The Church of Greece also retains limited political influence due to the fact the Greek constitution does not have an explicit separation of the Church and the State. In the early 00s, there was a debate between more conservative members of the church about their identity and whether religious affiliation that might be added to them highlights the friction between state and church on some issues. Unsurprisingly, the proposal was not accepted. A widely publicised corruption scandal in 2004 implies that a small group of senior churchmen also increased national debate on introducing a greater transparency to the church-state relationship.
Greek Orthodox Church dot Greek villages and towns and come in a variety of architectural forms, from older Byzantine to more modern white brick churches, and newer cathedral-like structures with evident Byzantine influence. According to Eurostat, Greece (as well as Cyprus), were polled as one of the most religious countries in Europe; however, while the church is widely respected as a moral and cultural institution, a contrast in religious beliefs with Protestant northern Europe is more obvious than one with Catholic Mediterranean Europe. In fact, that is the beauty of Europe – it is so versatile.

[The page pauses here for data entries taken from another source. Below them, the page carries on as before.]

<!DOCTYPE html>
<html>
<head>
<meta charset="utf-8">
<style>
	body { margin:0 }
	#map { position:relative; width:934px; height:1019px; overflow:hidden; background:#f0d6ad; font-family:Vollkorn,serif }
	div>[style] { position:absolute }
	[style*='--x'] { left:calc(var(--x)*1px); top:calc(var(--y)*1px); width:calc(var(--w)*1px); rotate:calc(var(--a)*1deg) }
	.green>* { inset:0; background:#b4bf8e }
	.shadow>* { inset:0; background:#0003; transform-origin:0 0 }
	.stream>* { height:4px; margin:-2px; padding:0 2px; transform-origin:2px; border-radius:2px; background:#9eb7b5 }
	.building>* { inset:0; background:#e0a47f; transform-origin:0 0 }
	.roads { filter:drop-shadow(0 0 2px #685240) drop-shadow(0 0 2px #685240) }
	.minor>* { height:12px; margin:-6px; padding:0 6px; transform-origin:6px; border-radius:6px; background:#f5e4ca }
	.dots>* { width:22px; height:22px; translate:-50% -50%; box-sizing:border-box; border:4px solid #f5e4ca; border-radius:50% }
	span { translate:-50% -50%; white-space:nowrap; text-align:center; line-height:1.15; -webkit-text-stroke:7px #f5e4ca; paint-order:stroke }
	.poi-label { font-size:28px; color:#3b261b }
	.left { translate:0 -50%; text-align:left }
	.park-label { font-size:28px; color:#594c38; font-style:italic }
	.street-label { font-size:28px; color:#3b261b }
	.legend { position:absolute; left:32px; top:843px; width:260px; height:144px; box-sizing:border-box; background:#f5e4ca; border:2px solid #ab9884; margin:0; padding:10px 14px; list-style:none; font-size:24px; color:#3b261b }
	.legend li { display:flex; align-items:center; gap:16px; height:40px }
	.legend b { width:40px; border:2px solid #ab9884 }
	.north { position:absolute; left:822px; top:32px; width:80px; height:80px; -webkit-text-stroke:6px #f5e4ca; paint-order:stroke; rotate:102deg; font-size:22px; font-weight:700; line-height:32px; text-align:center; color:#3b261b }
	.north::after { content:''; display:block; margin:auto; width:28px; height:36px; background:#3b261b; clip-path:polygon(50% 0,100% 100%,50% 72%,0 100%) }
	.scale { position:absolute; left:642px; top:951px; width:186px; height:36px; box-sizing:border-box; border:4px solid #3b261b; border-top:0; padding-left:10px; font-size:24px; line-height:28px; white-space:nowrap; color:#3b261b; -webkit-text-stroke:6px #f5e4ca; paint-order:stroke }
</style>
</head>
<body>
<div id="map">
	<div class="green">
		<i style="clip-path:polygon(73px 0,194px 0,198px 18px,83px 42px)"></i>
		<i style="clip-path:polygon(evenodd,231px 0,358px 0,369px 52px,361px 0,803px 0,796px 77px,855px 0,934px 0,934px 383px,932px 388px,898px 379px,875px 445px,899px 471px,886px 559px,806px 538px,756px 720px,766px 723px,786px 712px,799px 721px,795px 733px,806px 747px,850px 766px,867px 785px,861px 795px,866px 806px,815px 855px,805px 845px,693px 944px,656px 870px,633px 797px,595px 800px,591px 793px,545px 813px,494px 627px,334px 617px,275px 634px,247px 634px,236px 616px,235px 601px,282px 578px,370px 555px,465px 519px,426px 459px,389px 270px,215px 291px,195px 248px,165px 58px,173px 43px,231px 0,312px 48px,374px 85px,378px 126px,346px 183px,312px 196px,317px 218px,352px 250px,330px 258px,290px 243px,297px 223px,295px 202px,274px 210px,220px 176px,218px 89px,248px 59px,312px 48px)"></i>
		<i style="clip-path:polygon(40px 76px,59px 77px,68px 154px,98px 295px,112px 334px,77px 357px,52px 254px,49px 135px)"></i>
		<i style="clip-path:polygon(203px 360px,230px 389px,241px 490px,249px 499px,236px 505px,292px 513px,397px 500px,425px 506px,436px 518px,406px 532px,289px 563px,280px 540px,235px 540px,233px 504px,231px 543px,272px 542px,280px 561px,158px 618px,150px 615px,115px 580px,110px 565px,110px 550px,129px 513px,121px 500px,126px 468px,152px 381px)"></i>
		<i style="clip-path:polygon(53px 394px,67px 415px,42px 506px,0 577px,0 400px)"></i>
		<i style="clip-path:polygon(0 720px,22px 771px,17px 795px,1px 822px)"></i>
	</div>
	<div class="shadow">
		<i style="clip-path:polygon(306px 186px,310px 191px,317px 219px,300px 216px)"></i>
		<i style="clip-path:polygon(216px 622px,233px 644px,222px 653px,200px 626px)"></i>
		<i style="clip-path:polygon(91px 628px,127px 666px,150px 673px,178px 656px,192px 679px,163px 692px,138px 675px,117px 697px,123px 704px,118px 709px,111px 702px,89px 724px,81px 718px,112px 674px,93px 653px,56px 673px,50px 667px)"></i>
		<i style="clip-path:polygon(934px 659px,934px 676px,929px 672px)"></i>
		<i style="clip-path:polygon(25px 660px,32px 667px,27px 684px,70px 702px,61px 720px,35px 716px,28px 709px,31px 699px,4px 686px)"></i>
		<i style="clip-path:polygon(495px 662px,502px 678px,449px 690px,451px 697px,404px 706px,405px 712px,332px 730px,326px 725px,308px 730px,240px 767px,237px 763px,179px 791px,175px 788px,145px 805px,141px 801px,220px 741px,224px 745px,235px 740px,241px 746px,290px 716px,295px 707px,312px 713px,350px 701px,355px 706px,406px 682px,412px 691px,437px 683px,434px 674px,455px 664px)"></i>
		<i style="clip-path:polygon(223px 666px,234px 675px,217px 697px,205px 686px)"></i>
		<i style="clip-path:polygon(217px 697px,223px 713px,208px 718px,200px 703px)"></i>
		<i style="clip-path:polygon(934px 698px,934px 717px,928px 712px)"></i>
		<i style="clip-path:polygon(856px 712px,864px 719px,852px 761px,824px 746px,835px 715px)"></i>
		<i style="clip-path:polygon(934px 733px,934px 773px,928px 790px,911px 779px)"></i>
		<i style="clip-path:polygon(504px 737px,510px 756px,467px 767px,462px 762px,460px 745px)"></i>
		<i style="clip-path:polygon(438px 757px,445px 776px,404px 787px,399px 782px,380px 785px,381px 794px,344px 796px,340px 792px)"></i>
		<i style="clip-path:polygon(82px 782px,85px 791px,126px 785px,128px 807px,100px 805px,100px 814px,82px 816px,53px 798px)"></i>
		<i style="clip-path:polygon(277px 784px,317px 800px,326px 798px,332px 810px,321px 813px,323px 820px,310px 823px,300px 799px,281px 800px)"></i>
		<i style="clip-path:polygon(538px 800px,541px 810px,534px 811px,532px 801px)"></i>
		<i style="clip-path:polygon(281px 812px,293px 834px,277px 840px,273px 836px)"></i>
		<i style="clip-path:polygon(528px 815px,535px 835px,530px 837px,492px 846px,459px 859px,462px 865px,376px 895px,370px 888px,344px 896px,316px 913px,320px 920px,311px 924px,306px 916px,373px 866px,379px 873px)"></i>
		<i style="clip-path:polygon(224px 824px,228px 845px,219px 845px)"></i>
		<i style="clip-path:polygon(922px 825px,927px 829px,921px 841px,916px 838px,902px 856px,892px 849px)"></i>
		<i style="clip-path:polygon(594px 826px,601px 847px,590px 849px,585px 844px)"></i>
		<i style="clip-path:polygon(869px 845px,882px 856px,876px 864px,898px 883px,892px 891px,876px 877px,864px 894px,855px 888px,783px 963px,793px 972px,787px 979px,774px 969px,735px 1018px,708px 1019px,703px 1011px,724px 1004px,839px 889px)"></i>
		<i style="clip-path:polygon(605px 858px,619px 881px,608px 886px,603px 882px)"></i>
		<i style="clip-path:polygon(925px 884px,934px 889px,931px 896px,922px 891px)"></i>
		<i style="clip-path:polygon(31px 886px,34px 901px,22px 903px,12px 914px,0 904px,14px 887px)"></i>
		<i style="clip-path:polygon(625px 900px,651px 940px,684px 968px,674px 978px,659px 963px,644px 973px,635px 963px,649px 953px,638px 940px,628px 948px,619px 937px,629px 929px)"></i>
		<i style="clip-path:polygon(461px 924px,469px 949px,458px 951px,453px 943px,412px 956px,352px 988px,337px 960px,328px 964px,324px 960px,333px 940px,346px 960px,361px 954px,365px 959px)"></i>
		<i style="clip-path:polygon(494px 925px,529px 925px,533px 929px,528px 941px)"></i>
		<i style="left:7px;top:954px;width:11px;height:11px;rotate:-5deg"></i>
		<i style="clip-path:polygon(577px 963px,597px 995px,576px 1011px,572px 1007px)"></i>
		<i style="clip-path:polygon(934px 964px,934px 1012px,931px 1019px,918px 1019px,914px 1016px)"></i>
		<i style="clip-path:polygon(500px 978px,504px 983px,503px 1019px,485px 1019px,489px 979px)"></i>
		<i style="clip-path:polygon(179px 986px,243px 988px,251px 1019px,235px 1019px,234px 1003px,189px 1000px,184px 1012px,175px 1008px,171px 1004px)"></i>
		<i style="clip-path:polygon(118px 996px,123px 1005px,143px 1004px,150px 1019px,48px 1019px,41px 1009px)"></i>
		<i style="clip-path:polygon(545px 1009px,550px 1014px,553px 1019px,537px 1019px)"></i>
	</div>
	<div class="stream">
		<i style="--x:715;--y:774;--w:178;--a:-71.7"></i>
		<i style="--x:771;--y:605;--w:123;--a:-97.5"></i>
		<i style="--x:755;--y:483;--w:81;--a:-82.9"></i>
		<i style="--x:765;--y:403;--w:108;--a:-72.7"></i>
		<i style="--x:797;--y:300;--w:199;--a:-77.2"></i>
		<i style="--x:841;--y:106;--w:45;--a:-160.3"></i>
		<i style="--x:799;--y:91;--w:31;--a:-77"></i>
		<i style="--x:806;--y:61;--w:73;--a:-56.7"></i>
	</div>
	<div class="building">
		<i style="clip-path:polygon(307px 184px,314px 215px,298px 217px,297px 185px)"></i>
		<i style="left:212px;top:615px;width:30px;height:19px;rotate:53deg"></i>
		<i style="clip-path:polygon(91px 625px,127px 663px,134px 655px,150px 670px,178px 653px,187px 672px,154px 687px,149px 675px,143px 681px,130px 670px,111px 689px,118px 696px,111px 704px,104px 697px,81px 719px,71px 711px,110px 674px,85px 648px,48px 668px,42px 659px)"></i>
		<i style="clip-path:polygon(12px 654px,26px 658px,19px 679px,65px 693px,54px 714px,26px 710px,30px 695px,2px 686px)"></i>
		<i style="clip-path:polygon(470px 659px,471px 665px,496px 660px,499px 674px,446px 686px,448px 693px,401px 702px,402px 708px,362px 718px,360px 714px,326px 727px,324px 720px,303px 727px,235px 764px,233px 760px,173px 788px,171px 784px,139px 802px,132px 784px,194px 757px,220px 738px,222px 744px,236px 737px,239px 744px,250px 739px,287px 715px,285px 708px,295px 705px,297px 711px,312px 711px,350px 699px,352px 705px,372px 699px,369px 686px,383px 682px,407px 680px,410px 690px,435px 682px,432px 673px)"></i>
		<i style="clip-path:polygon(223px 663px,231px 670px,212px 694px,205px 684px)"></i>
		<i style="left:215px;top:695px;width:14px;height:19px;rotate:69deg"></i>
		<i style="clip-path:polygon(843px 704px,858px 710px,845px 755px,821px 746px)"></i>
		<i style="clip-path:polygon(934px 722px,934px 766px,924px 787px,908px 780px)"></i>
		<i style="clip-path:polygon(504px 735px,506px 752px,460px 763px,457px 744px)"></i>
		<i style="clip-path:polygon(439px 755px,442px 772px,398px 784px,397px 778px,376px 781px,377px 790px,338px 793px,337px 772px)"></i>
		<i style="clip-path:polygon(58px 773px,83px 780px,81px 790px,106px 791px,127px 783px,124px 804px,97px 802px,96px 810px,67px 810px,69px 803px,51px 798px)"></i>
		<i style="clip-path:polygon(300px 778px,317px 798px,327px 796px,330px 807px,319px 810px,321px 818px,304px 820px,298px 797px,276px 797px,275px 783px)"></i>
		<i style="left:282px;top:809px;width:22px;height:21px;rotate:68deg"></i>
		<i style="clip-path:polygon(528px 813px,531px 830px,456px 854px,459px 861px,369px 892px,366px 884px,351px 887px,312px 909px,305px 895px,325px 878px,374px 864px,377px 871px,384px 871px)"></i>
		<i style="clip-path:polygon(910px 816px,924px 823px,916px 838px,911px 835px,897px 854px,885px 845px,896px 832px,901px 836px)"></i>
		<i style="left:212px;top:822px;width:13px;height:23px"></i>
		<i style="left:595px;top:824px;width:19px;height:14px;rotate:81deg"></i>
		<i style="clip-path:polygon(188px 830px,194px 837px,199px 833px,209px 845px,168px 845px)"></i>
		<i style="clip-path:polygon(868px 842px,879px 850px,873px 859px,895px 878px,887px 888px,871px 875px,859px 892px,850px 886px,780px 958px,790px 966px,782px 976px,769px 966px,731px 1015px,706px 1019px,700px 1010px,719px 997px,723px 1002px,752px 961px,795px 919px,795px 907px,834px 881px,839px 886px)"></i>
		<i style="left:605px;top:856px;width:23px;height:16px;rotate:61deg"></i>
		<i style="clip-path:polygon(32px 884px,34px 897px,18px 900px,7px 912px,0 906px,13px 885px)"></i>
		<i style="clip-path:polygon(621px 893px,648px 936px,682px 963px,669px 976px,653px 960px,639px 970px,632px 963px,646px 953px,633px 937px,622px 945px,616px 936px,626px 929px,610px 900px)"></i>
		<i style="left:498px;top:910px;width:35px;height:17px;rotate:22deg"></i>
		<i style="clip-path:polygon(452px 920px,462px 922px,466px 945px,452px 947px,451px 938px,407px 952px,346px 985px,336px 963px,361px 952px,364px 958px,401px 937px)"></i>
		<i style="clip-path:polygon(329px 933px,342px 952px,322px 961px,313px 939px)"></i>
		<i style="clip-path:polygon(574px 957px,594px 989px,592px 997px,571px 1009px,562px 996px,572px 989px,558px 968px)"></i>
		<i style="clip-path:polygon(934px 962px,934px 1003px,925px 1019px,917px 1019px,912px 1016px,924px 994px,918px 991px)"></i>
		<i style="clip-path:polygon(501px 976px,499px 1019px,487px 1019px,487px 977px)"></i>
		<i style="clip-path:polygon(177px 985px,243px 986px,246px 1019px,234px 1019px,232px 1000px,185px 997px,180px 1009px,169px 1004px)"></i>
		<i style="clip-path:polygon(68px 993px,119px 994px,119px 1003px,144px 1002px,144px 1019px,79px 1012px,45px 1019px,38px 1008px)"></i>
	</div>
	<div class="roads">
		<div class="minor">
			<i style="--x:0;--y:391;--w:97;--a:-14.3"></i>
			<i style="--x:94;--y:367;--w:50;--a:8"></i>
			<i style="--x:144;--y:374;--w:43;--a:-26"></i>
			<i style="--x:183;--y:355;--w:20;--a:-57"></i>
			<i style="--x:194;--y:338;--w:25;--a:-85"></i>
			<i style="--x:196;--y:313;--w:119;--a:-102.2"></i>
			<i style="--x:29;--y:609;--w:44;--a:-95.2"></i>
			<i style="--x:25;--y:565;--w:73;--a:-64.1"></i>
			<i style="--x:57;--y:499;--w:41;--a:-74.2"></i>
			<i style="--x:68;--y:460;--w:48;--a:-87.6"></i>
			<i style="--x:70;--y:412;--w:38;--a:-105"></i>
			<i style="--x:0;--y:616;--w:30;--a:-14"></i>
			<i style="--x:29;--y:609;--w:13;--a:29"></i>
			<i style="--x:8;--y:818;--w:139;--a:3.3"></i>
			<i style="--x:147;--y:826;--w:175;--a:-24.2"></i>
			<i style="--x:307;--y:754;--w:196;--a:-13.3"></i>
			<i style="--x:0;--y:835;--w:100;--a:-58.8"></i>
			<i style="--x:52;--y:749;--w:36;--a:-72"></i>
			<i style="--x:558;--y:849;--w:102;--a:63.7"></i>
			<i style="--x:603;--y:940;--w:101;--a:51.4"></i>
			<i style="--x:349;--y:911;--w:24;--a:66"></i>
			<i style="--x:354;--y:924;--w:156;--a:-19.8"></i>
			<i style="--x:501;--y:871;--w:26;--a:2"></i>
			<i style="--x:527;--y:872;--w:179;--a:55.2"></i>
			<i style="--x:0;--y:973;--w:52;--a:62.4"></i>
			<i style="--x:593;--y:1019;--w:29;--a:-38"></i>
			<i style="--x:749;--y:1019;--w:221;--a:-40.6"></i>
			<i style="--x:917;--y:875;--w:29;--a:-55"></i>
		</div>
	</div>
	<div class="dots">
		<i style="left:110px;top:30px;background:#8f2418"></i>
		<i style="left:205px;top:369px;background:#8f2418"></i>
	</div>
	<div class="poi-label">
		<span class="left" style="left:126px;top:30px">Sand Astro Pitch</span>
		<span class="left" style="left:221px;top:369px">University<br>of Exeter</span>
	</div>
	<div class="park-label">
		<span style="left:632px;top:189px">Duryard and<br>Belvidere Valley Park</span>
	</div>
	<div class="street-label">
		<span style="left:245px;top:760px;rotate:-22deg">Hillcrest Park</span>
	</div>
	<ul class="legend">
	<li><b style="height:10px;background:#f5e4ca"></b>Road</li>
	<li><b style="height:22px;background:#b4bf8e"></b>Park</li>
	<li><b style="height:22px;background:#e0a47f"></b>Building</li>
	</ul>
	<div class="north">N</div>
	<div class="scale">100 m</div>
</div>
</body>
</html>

Greek language was the main language of civilisation for 2000 years, from 5th century BC to the 15th century AD. It has lost it influence now and it is rather exotic. But let us never forget how the Renaissance started. On 29th of June 1453, a gloomy day for Chistianity and a glorious day for the Ottomans, Constantinople fell. Refugees poured into Italy and elsewhere, bringing long-lost works of Aristotle and many others. The Italians were thrilled, the era of adoring classical things started and the Middle Age ended. The Modern Era began, once again, because of the Greeks. And their language is yours. Next time you say “theme”, “idiot”, “programme”, “democracy”, “problem”, “lexic”, theatre” or “axiom”, remember that all these words are derived from Greek. To be honest, you will probably not say “axiom” but it doesn’t change a thing.